__Task data__

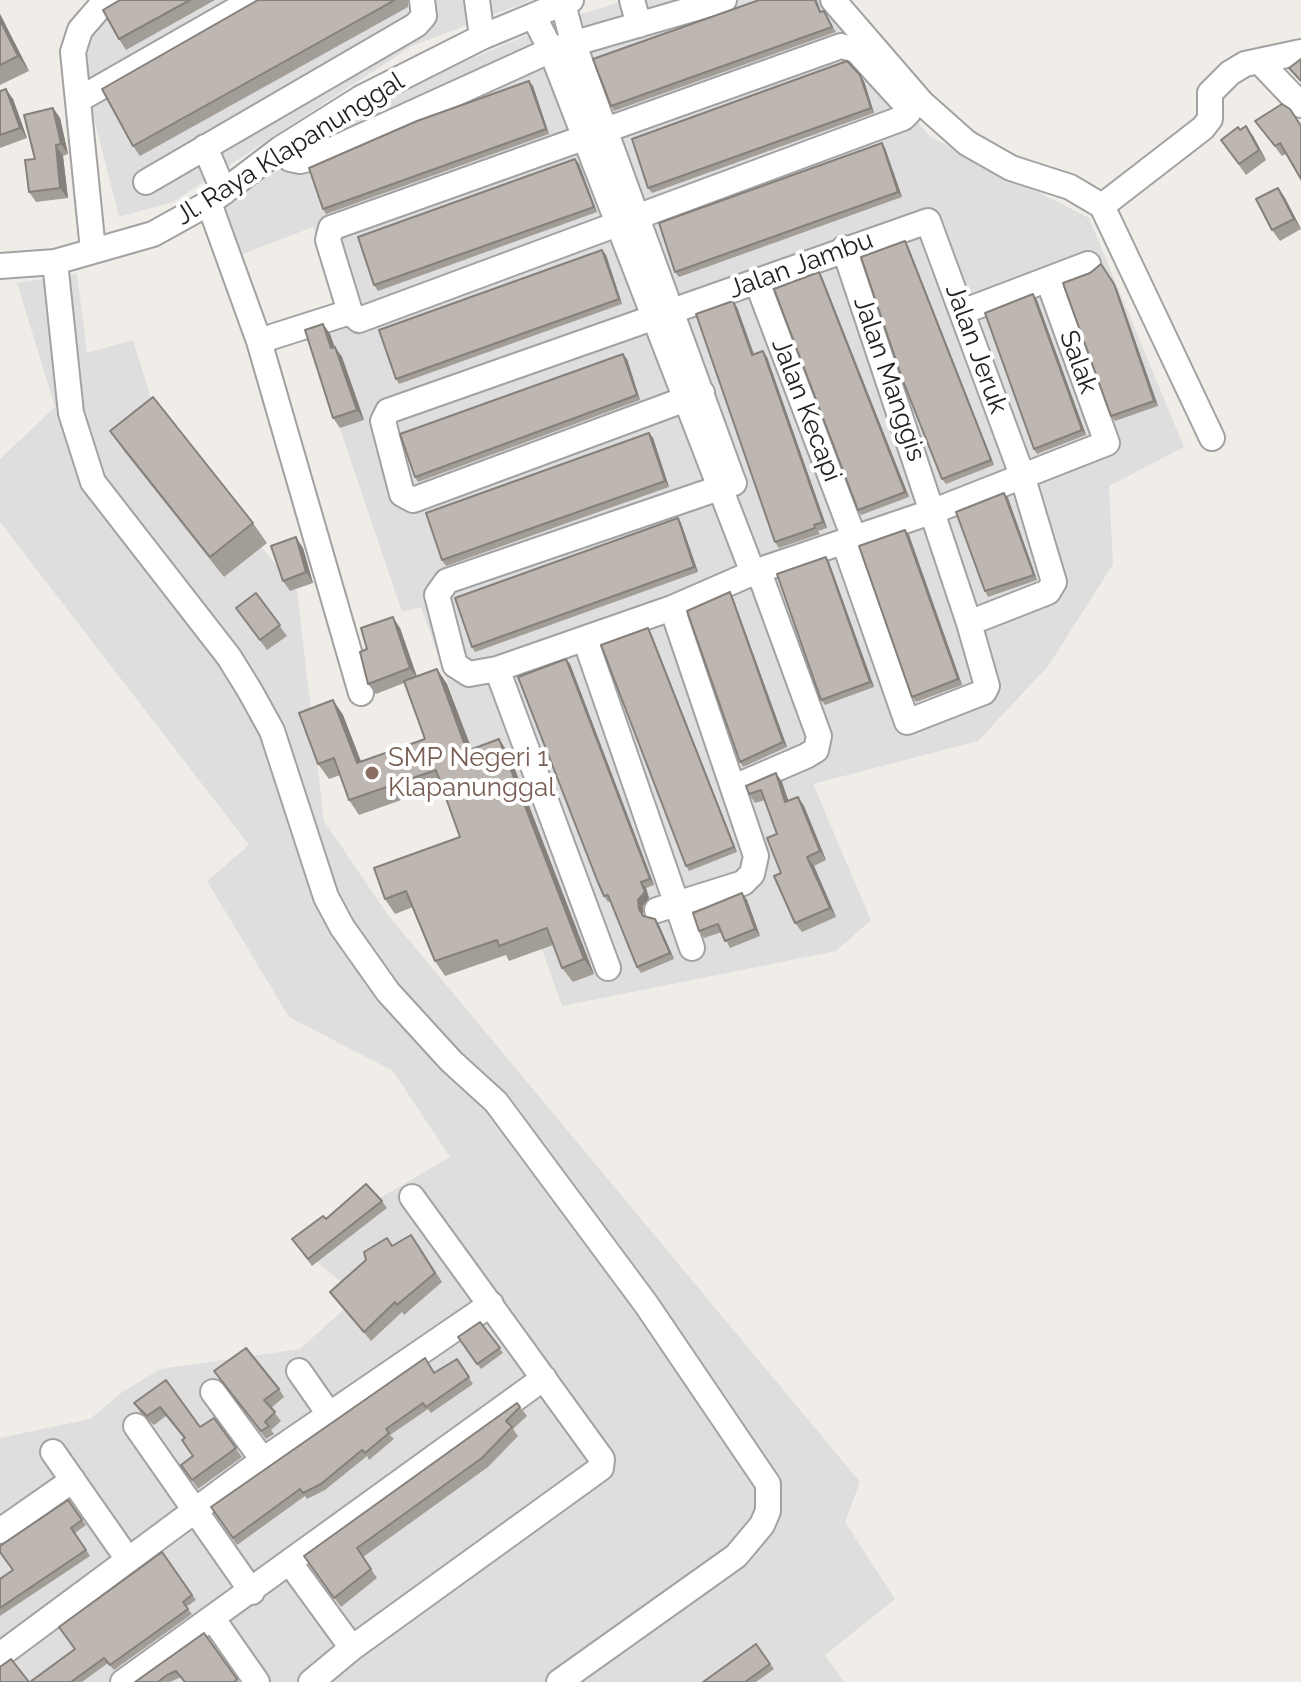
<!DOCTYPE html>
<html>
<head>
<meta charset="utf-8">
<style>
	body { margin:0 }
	canvas { display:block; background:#f0ede8 }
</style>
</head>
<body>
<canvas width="1301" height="1682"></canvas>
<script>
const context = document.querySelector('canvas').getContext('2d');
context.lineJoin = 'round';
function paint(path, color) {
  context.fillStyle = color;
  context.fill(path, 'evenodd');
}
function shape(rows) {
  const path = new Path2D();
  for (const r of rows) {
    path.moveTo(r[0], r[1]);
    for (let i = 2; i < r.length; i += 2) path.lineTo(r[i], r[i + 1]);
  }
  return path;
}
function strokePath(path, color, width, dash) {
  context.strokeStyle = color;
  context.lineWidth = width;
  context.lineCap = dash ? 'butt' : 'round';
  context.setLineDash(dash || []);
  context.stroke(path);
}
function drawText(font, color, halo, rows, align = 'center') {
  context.font = font + ' Raleway,sans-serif';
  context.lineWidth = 8;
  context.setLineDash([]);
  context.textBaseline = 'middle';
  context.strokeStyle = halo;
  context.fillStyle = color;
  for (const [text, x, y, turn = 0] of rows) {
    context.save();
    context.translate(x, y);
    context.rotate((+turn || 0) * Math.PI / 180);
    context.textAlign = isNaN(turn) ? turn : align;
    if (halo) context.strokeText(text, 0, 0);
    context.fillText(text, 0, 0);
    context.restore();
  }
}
paint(shape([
	[109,0,532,0,412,46,173,202,119,217,77,51],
	[626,0,834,0,855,41,929,136,1089,218,1184,447,1109,486,1113,564,1049,665,978,741,813,784,871,920,836,951,562,1006,421,607,402,612,307,331,340,315,313,227,243,254,224,209,316,141,427,77,561,21],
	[77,274,87,353,133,340,156,415,297,591,324,821,388,915,860,1482,845,1522,895,1599,825,1655,844,1682,0,1682,0,1438,90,1419,121,1393,160,1369,300,1349,342,1311,352,1291,298,1246,450,1157,393,1071,289,1017,207,881,249,845,0,522,0,459,55,407,17,283]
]), '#dfdede');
const minor = shape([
	[477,0,482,37],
	[562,0,573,42,733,481],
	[632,0,639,25],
	[833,0,922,103,967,143,1011,168,1070,187,1102,206,1203,128,1210,119,1210,93,1230,73,1245,64,1301,52],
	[534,17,551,50,753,573,762,580,819,736,816,750,806,756,734,787],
	[841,46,856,50,907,106,908,113,903,118,359,320,350,312,328,240,331,228,841,46],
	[1259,61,1301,105],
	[78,100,253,0],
	[205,147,224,192],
	[280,149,290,159,300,161,316,157,551,50,724,0],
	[146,182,416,25,424,16,422,0],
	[209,203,259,341,361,693],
	[1102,206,1212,438],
	[93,250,73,52,80,30,106,0],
	[55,262,71,413,93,482,229,657,250,691,272,731,326,897,342,927,388,992,451,1061,496,1102,646,1304,768,1484,768,1511,762,1525,736,1556,559,1682],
	[0,266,55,262,153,234,209,203,280,149,361,98,482,37,571,0],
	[757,282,854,538],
	[962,312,1088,264],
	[259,341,350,312],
	[702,393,413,500,402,494,383,421,388,411,928,221,1022,475,1054,582,1048,592,969,623],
	[734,483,447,581,437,595,455,665,469,674,497,669,672,608,757,571,934,511,1107,443,1048,280],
	[844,542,907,722,984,692,987,686,969,623,844,248],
	[585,639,692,948],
	[497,669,608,968],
	[657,910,743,883,752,874,756,856,672,608],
	[299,1371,329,1414],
	[213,1392,263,1460],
	[136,1426,252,1592],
	[53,1452,127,1558],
	[0,1531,73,1480],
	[290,1563,352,1648],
	[213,1619,257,1682],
	[0,1655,263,1460,491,1304],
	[123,1682,544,1378],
	[311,1682,352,1648,601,1468,602,1459,412,1197]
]);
strokePath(minor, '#a2a2a2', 28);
strokePath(minor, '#fff', 24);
paint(shape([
	[120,0,215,0,126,50,119,39],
	[258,0,408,0,408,7,140,156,133,146],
	[759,0,817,0,821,12,824,11,836,32,614,111,611,106],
	[0,14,29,71,0,85],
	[864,81,874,113,652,193,648,188],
	[533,86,549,134,326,214,323,209],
	[0,91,13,99,27,138,0,148],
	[53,108,60,118,68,154,63,156,68,198,36,202,29,192],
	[1255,121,1301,125,1301,180,1286,154,1282,156],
	[1240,130,1253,136,1266,160,1246,175,1221,140],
	[885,148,902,197,679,277,675,272],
	[575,159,579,164,597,212,378,291,374,285],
	[1278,188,1285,198,1301,229,1280,241,1272,230],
	[905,241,908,246,994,465,946,484,942,479],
	[602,250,606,255,622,304,399,384,396,379],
	[819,272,822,277,909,497,861,515,858,510],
	[1117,289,1158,406,1115,421,1111,416],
	[1033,294,1037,300,1086,435,1037,454,1034,449],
	[737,307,754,354,767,357,827,528,818,531,820,534,779,548,775,542],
	[323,324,330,334,335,347,342,357,364,420,340,428,333,418],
	[627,359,640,400,418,482,415,477],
	[110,431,253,523,267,543,224,577,124,451],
	[649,433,653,438,669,487,446,566,442,560],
	[1004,493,1008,498,1037,580,988,597,985,591],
	[678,518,681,523,698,572,475,652,472,647],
	[905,530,909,535,962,685,916,702,912,697],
	[303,548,313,583,290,591,283,581],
	[829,562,874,687,825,705,821,700],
	[256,593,287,636,267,650,236,608],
	[733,598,787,747,743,767,740,762],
	[400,628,417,676,437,669,447,684,472,750,509,754,594,974,573,982,562,968,553,945,509,961,506,955,445,976,435,961,413,907,395,914,385,899,460,837,441,786,359,815,349,800,340,775,329,779,318,764,333,700,343,715,361,761,425,739,404,683,376,694,368,684,367,649],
	[651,633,737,852,689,871,686,866],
	[566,659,570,664,654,885,646,888,649,898,643,906,643,915,659,925,674,959,641,973,637,967,611,901,608,902,604,896],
	[776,773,782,782,788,801,798,797,804,806,826,860,814,866,836,917,802,932,795,923,781,873,777,834,765,800,755,803,749,794],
	[742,893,747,900,760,936,730,948,722,932,704,938,699,931],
	[382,1201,387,1208,312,1266,292,1239],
	[387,1238,393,1246,418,1244,442,1282,404,1315,402,1312,371,1341,330,1292,366,1260],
	[480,1322,503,1353,481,1369,458,1337],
	[457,1359,473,1384,431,1413,428,1409,390,1435,394,1439,369,1460,367,1456,325,1490,307,1499,305,1496,237,1545,211,1507],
	[220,1379,279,1389,284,1397,271,1408,281,1421,271,1430,274,1434,266,1439],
	[166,1380,200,1427,214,1418,242,1457,198,1489,181,1465,193,1456,184,1438,166,1416,154,1425,140,1412,134,1403],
	[520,1407,527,1416,513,1429,518,1436,488,1467,363,1557,377,1578,341,1607,304,1556],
	[68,1500,86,1525,75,1533,90,1556,0,1616,0,1579,13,1570],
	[162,1552,196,1600,186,1607,192,1614,114,1670,108,1663,82,1682,30,1682,75,1649],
	[204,1633,239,1682,185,1682,181,1677,170,1682,135,1682],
	[756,1644,774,1669,756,1682,703,1682]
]), '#a39d98');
paint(shape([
	[0,14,29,71,18,56,0,20],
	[860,75,864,81,874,113,871,108],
	[529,81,533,86,549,134,546,129],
	[6,89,13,99,27,138,20,128],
	[53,108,60,118,68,154,61,144],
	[1246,126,1253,136,1266,160,1259,150],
	[882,143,885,148,902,197,898,192],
	[56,145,63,156,68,198,60,188],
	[575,159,579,164,597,212,594,207],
	[1278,188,1285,198,1301,229,1294,219],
	[905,241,908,246,994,465,991,460],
	[602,250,606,255,622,304,619,299],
	[1101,264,1117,289,1158,406,1154,401],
	[819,272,822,277,909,497,905,492],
	[1033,294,1037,300,1086,435,1082,430],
	[733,301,737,307,756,361,752,355],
	[323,324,330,334,338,358,331,348],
	[335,347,342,357,364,420,357,410],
	[763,351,767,357,827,528,823,522],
	[623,354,627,359,640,400,637,395],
	[649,433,653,438,669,487,665,481],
	[1004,493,1008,498,1037,580,1034,575],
	[678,518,681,523,698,572,694,567],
	[905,530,909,535,962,685,958,679],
	[296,537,303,548,313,583,306,572],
	[826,557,829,562,874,687,870,682],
	[730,592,733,598,787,747,783,742],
	[393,617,400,628,417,678,410,668],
	[648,628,651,633,737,852,734,847],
	[566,659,570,664,654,885,650,879],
	[437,669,447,684,478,766,467,751],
	[333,700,343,715,367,778,357,763],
	[499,739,509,754,594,974,584,959],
	[776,773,782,782,792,811,785,802],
	[798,797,804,806,826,860,820,851],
	[807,857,814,866,836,917,830,908],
	[641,882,646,888,649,898,643,906,643,915,639,909,638,900],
	[742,893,747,900,760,936,755,929],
	[655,919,659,925,674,959,670,953]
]), '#85807c');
const building = shape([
	[120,0,190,0,119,39,103,10,120,0],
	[258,0,395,0,133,146,102,89,258,0],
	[759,0,815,0,820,12,824,11,832,27,611,106,593,59,759,0],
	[0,20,18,56,0,65,0,20],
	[1301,59,1301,81,1289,68,1301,59],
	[847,61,860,75,871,108,648,188,632,139,847,61],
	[529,81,546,129,323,209,309,168,417,121,529,81],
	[6,89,20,128,0,135,0,91,6,89],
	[1282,104,1290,109,1301,126,1301,179,1280,143,1275,146,1255,121,1282,104],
	[53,108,61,144,56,145,60,188,29,192,25,160,35,159,24,115,53,108],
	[1246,126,1259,150,1239,164,1221,140,1238,127,1240,130,1246,126],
	[882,143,898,192,675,272,659,223,882,143],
	[575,159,594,207,374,285,358,237,575,159],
	[1278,188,1294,219,1272,230,1256,199,1278,188],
	[905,241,991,460,942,479,903,381,861,257,905,241],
	[602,250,619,299,396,379,379,330,602,250],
	[1101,264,1114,284,1154,401,1111,416,1063,283,1090,273,1101,264],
	[819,272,905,492,858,510,774,289,819,272],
	[1033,294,1082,430,1034,449,985,313,1033,294],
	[733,301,752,355,763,351,823,522,814,525,815,528,775,542,696,314,733,301],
	[323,324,331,348,335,347,357,410,333,418,305,330,323,324],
	[623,354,637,395,415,477,400,434,623,354],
	[153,397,253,523,210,557,110,431,153,397],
	[649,433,665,481,442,560,426,513,649,433],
	[1004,493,1034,575,985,591,956,512,1004,493],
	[678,518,694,567,472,647,455,598,678,518],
	[905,530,958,679,912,697,859,546,905,530],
	[296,537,306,572,283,581,271,546,296,537],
	[826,557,870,682,821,700,777,574,826,557],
	[730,592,783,742,740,762,687,611,730,592],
	[256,593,280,625,260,640,236,608,256,593],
	[393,617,410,668,368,684,360,652,367,649,361,628,393,617],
	[648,628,734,847,686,866,601,645,648,628],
	[566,659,650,879,641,882,645,892,638,900,639,909,643,916,655,919,670,953,637,967,608,895,604,896,597,880,518,677,566,659],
	[437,669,467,751,499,739,584,959,562,968,547,928,499,946,497,940,435,961,406,891,385,899,374,868,460,837,436,770,349,800,334,758,318,764,299,713,333,700,357,763,425,739,404,681,437,669],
	[776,773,785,802,798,797,820,851,807,857,830,908,795,923,774,876,781,873,767,838,777,834,761,790,749,794,746,786,776,773],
	[742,893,755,929,725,941,718,924,699,931,693,913,742,893],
	[366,1184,382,1201,308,1259,292,1239,323,1216,326,1219,366,1184],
	[411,1235,435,1273,397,1305,395,1302,364,1332,330,1292,366,1260,364,1252,387,1238,392,1246,411,1235],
	[480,1322,500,1348,477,1364,458,1337,480,1322],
	[246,1348,279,1389,264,1400,275,1412,265,1422,269,1426,261,1431,214,1371,246,1348],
	[425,1358,434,1373,457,1359,469,1377,426,1407,423,1403,386,1429,389,1433,365,1453,362,1450,321,1484,303,1493,300,1489,233,1538,211,1507,425,1358],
	[166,1380,200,1427,214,1418,236,1448,192,1480,181,1465,193,1456,182,1440,185,1438,160,1407,147,1416,134,1403,166,1380],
	[517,1403,520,1407,506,1421,512,1427,482,1458,357,1548,371,1569,334,1598,304,1556,517,1403],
	[68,1500,82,1520,71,1528,86,1550,0,1608,0,1579,13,1570,0,1552,0,1546,68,1500],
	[162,1552,192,1595,183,1602,188,1609,110,1665,104,1658,71,1682,30,1682,75,1649,59,1627,162,1552],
	[204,1633,237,1679,234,1682,185,1682,176,1671,167,1675,158,1682,135,1682,204,1633],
	[756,1644,770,1664,745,1682,703,1682,756,1644],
	[11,1659,29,1682,0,1682,0,1667,11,1659]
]);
paint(building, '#beb7b1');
strokePath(building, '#85807c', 2);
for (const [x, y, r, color] of [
	[372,773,8,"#8d6e63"]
]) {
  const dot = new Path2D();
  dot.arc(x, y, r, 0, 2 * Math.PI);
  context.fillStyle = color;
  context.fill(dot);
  strokePath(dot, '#fff', 3);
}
drawText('26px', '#212121', '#fff', [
	["Jl. Raya Klapanunggal",290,149,-32],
	["Jalan Jambu",801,265,-20],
	["Jalan Jeruk",976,349,70],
	["Salak",1078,362,70],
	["Jalan Manggis",889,379,71],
	["Jalan Kecapi",806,410,69]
]);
drawText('26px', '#785e54', '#fff', [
	["SMP Negeri 1",388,758],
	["Klapanunggal",388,788]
], 'left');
</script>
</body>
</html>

__Work to complete__
Go through the material and copy out every line with "lineWidth" in it.

__Response__
  context.lineWidth = width;
  context.lineWidth = 8;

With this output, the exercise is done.